* What is being asked: In the records below, find the lines that include "service" and copy each.

Data for review START

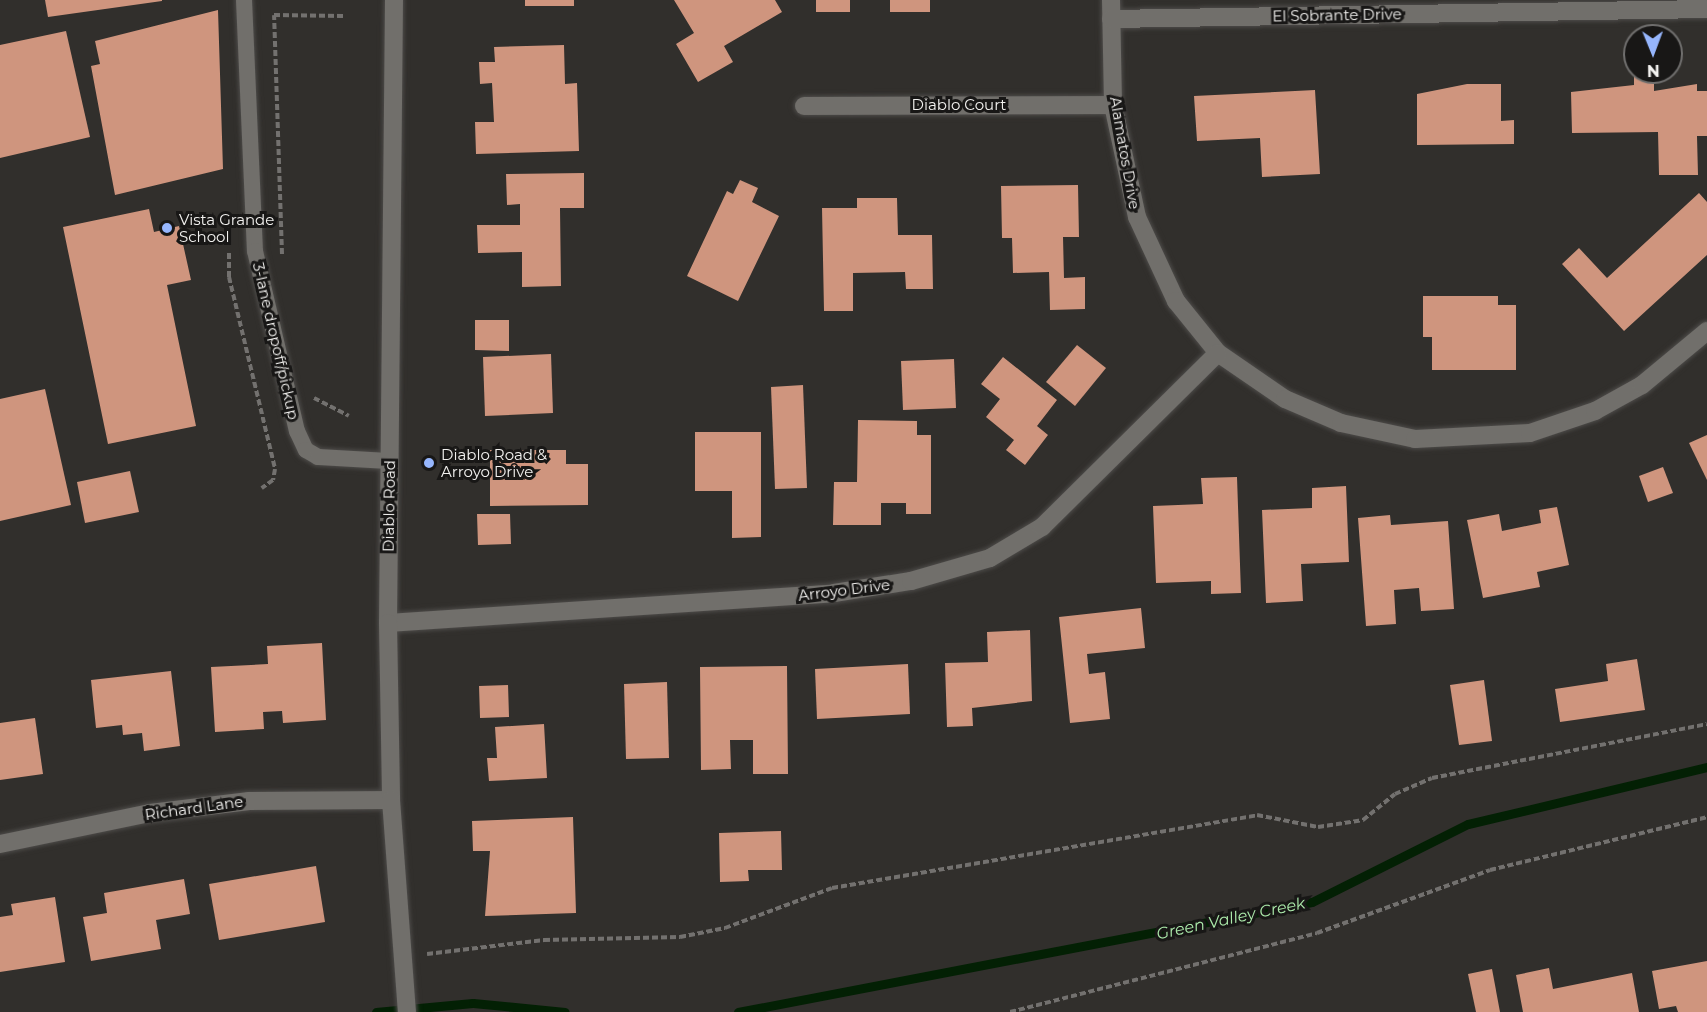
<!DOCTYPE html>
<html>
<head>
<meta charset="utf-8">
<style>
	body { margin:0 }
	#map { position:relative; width:1707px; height:1012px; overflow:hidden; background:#312f2c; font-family:Montserrat,sans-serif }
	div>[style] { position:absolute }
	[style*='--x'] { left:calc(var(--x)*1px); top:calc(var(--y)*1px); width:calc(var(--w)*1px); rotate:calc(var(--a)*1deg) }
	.stream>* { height:9px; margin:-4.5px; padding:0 4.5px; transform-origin:4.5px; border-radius:4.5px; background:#032004 }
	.building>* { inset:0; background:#cf957e }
	.path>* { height:4px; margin-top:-2px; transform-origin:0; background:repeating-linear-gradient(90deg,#73716f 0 6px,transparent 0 9px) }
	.roads { filter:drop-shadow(0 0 2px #4d4b49) drop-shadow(0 0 2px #4d4b49) }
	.service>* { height:16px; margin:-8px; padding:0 8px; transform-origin:8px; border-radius:8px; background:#716f6b }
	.minor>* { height:18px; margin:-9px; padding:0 9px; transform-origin:9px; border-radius:9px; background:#716f6b }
	.tertiary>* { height:18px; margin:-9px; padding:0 9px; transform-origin:9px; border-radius:9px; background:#716f6b }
	.dots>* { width:16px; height:16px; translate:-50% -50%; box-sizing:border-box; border:3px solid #181716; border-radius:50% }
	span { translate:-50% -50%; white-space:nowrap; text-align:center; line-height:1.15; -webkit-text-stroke:6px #181716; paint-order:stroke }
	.street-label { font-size:15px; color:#f2f1ef }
	.poi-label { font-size:15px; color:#f2f1ef }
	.left { translate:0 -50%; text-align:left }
	.water-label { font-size:16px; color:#acebab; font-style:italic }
	.north { position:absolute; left:1623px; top:24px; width:60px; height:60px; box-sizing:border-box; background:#181716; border:2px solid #6f6e6d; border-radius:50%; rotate:179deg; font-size:16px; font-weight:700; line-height:24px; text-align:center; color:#f2f1ef }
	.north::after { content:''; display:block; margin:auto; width:21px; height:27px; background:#96b6fd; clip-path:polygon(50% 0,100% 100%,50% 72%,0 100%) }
</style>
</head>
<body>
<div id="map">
	<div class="stream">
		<i style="--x:376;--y:1012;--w:97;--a:-5.3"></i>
		<i style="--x:473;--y:1003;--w:92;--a:5.6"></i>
		<i style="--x:738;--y:1012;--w:584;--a:-10.85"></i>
		<i style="--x:1312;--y:902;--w:174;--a:-26.6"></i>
		<i style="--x:1468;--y:824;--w:246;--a:-13.4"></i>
	</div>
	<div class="building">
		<i style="clip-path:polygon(45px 0,162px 0,162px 1px,48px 17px)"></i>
		<i style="clip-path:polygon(525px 0,574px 0,574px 6px,525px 6px)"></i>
		<i style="clip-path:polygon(674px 0,775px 0,782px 12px,724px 46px,733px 62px,698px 82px,676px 44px,694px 33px)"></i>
		<i style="clip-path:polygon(816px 0,850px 0,850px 12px,816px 12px)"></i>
		<i style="clip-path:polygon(890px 0,930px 0,930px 12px,890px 12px)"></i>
		<i style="clip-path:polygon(218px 10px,223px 169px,115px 195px,91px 66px,100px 64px,95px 41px)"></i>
		<i style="clip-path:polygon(66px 31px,90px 137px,0 158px,0 45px)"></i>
		<i style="clip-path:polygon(564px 45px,565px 84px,577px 83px,579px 151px,476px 154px,475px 122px,494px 122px,492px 83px,480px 84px,479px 62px,495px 62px,494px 47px)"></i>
		<i style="clip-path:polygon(1634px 73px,1654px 73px,1654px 91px,1697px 84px,1697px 91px,1707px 91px,1707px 136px,1697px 136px,1698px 175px,1659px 175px,1658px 132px,1572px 133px,1571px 92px,1634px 85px)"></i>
		<i style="clip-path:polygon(1467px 84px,1501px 84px,1501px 121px,1514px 120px,1514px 144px,1417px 145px,1417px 94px)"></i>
		<i style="clip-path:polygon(1315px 90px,1320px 174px,1262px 177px,1260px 138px,1197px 141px,1194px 96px)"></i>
		<i style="clip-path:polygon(584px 173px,584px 208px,560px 208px,561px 286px,522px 287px,522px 252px,478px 253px,477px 225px,520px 225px,520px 204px,507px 205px,506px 174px)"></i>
		<i style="clip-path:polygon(740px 180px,758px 188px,752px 202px,779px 216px,738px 301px,687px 276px,727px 191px,733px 194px)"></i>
		<i style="clip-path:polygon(1078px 185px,1079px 237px,1063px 237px,1064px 278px,1085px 277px,1085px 309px,1050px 310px,1049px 272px,1013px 273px,1012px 238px,1002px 238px,1001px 186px)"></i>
		<i style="clip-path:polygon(1699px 193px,1707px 202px,1707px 255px,1624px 331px,1562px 264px,1579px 248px,1607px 278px)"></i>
		<i style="clip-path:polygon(857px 198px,897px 198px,898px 235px,932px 235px,933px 289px,906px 289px,905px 272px,853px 273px,853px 311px,824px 311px,822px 208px,857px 208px)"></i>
		<i style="clip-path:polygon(149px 209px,154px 232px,179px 226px,191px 280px,167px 285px,196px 426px,108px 444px,63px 227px)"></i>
		<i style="clip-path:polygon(1423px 296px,1498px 296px,1498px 305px,1516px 305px,1516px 370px,1432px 370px,1432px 337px,1423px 337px)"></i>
		<i style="clip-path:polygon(475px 320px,509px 320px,509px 351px,475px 350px)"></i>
		<i style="clip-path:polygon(1077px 345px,1106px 368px,1075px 406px,1046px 382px)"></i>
		<i style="clip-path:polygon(551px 354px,553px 413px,485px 416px,483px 357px)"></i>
		<i style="clip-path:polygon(1003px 357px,1057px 400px,1037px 426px,1048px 435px,1025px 465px,1006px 450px,1014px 440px,986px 417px,1000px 399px,981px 384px)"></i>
		<i style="clip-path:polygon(954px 359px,956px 408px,903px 410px,901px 361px)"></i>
		<i style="clip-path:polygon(803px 385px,807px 488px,775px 489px,771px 387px)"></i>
		<i style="clip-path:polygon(45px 389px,71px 505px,0 521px,0 399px)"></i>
		<i style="clip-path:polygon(858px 420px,917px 421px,917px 435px,931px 435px,931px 514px,906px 514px,906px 503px,881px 503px,881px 525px,833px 525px,834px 482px,857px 482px)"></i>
		<i style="clip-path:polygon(695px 432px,761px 432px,761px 537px,732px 538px,732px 491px,695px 491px)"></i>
		<i style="clip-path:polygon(1707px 435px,1707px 480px,1689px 443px)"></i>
		<i style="clip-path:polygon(490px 450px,566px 450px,566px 464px,588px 464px,588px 505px,490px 506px)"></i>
		<i style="clip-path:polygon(1663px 467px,1673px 493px,1648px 502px,1639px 476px)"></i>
		<i style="clip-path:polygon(130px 471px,139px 512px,85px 523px,77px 482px)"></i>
		<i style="clip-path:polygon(1237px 477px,1241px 593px,1211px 594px,1211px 581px,1156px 583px,1153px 506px,1203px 504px,1201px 478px)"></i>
		<i style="clip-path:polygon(1346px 486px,1349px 562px,1301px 564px,1303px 601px,1266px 603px,1262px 510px,1312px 508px,1312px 488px)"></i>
		<i style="clip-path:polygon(1557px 507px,1569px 565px,1537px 572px,1540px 587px,1483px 598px,1467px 520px,1499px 514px,1502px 531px,1541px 523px,1539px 510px)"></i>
		<i style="clip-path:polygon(477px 514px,510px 514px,511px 544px,478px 545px)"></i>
		<i style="clip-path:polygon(1390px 515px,1391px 525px,1448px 521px,1454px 609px,1421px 611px,1419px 588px,1394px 590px,1396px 624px,1366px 626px,1358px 518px)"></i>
		<i style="clip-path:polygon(1141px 608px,1145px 648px,1087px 654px,1089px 674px,1105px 672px,1110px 719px,1070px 723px,1059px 617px)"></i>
		<i style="clip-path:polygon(1030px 630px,1032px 701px,972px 708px,973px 726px,947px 727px,945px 663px,988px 662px,987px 632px)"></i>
		<i style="clip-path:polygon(322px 643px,326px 720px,283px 723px,282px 711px,263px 712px,264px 729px,215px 732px,211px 667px,268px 664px,267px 646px)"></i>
		<i style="clip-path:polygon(1637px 659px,1645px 710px,1560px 722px,1555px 689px,1608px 681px,1606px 664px)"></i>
		<i style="clip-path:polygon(908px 664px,910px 714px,817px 719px,815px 669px)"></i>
		<i style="clip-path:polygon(787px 666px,788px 774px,753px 774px,753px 740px,730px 740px,731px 769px,701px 770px,700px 667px)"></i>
		<i style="clip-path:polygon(171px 671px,180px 746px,144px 751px,142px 733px,123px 735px,122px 725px,96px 728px,91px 680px)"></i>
		<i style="clip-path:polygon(1484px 680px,1492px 741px,1459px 745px,1450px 685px)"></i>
		<i style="clip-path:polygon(667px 682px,669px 758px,626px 759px,624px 684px)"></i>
		<i style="clip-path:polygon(508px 685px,509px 717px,480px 718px,479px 686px)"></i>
		<i style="clip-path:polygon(35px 718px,43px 774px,0 780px,0 723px)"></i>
		<i style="clip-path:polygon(544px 724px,547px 778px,489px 781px,487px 758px,497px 758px,495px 727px)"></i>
		<i style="clip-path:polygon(573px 817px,576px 913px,485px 916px,490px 851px,473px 851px,472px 821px)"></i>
		<i style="clip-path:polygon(781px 831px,782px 870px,748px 870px,749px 881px,720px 882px,719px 833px)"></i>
		<i style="clip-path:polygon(316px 866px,325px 922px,219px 940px,209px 884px)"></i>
		<i style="clip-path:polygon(184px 879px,190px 914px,156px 920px,161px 949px,91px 961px,83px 917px,107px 913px,104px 893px)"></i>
		<i style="clip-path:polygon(55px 897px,65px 962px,0 972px,0 917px,13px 915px,11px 904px)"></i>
		<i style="clip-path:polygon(1707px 961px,1707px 1012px,1678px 1012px,1676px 1006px,1659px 1009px,1652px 971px)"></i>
		<i style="clip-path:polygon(1549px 968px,1553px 989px,1632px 973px,1639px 1012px,1523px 1012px,1516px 975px)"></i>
		<i style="clip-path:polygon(1492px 969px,1500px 1012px,1476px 1012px,1468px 974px)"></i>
	</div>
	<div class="path">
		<i style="--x:229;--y:253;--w:24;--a:90"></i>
		<i style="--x:229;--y:277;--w:197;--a:76.5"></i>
		<i style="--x:275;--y:469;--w:11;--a:100"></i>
		<i style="--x:273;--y:480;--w:14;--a:144"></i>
		<i style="--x:282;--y:254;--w:239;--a:-91.9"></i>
		<i style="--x:274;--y:15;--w:69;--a:0.8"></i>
		<i style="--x:314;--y:398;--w:39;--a:27"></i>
		<i style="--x:427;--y:954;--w:118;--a:-6.8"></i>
		<i style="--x:544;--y:940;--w:136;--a:-1.3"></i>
		<i style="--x:680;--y:937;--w:46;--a:-11.3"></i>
		<i style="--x:725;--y:928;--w:114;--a:-20.5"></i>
		<i style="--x:832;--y:888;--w:431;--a:-9.7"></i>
		<i style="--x:1257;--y:815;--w:62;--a:11.1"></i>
		<i style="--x:1318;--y:827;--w:46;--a:-8.8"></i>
		<i style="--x:1363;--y:820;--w:41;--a:-39.1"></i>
		<i style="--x:1395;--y:794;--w:40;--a:-23.4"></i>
		<i style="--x:1432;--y:778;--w:280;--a:-11.1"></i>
		<i style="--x:1010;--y:1012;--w:317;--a:-14.4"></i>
		<i style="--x:1317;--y:933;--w:184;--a:-20"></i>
		<i style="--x:1490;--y:870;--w:223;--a:-13.7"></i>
	</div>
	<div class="roads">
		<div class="service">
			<i style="--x:244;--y:0;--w:251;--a:87.5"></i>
			<i style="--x:255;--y:251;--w:185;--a:76.9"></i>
			<i style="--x:297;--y:431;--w:21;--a:65"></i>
			<i style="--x:306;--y:450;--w:14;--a:30"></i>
			<i style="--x:318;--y:457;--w:71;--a:3.2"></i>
		</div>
		<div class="minor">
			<i style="--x:1111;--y:0;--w:105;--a:88.9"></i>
			<i style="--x:1113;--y:105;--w:115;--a:77.9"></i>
			<i style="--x:1137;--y:217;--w:93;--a:65.1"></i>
			<i style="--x:1176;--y:301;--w:67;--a:51.1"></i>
			<i style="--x:1218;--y:353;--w:81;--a:34.5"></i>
			<i style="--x:1285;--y:399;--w:61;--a:23.2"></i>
			<i style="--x:1341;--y:423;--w:76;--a:12.2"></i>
			<i style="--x:1415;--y:439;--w:115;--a:-3"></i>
			<i style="--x:1530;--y:433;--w:69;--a:-18.7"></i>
			<i style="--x:1595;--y:411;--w:54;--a:-29"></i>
			<i style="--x:1642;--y:385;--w:85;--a:-39.7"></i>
			<i style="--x:1111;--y:19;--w:596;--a:-0.96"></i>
			<i style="--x:804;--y:106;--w:309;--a:-0.2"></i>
			<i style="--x:388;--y:623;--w:447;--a:-3.8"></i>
			<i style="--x:834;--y:593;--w:78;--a:-8.9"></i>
			<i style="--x:911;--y:581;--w:82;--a:-16.2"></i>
			<i style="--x:990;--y:558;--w:61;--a:-30.8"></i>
			<i style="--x:1042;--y:527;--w:247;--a:-44.7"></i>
			<i style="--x:0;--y:844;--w:153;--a:-11.7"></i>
			<i style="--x:150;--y:813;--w:100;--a:-6.9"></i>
			<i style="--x:249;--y:801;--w:142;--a:-0.4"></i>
		</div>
		<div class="tertiary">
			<i style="--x:394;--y:0;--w:623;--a:90.55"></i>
			<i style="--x:388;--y:623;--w:177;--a:89"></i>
			<i style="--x:391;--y:800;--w:213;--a:85.7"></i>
		</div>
	</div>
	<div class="dots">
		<i style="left:167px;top:228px;background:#96b6fd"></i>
		<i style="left:429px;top:463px;background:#96b6fd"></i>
	</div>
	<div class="street-label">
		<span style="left:1337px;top:15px;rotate:-1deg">El Sobrante Drive</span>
		<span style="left:959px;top:105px">Diablo Court</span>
		<span style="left:1125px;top:153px;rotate:80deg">Alamatos Drive</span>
		<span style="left:276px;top:341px;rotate:77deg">3-lane dropoff/pickup</span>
		<span style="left:389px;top:506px;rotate:-89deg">Diablo Road</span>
		<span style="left:844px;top:590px;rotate:-7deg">Arroyo Drive</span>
		<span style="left:194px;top:808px;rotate:-8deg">Richard Lane</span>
	</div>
	<div class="poi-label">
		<span class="left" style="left:179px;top:228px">Vista Grande<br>School</span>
		<span class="left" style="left:441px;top:463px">Diablo Road &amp;<br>Arroyo Drive</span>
	</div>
	<div class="water-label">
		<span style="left:1231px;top:919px;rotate:-12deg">Green Valley Creek</span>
	</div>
	<div class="north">N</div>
</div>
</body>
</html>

Data for review END

* Solution to this problem:
	.service>* { height:16px; margin:-8px; padding:0 8px; transform-origin:8px; border-radius:8px; background:#716f6b }
		<div class="service">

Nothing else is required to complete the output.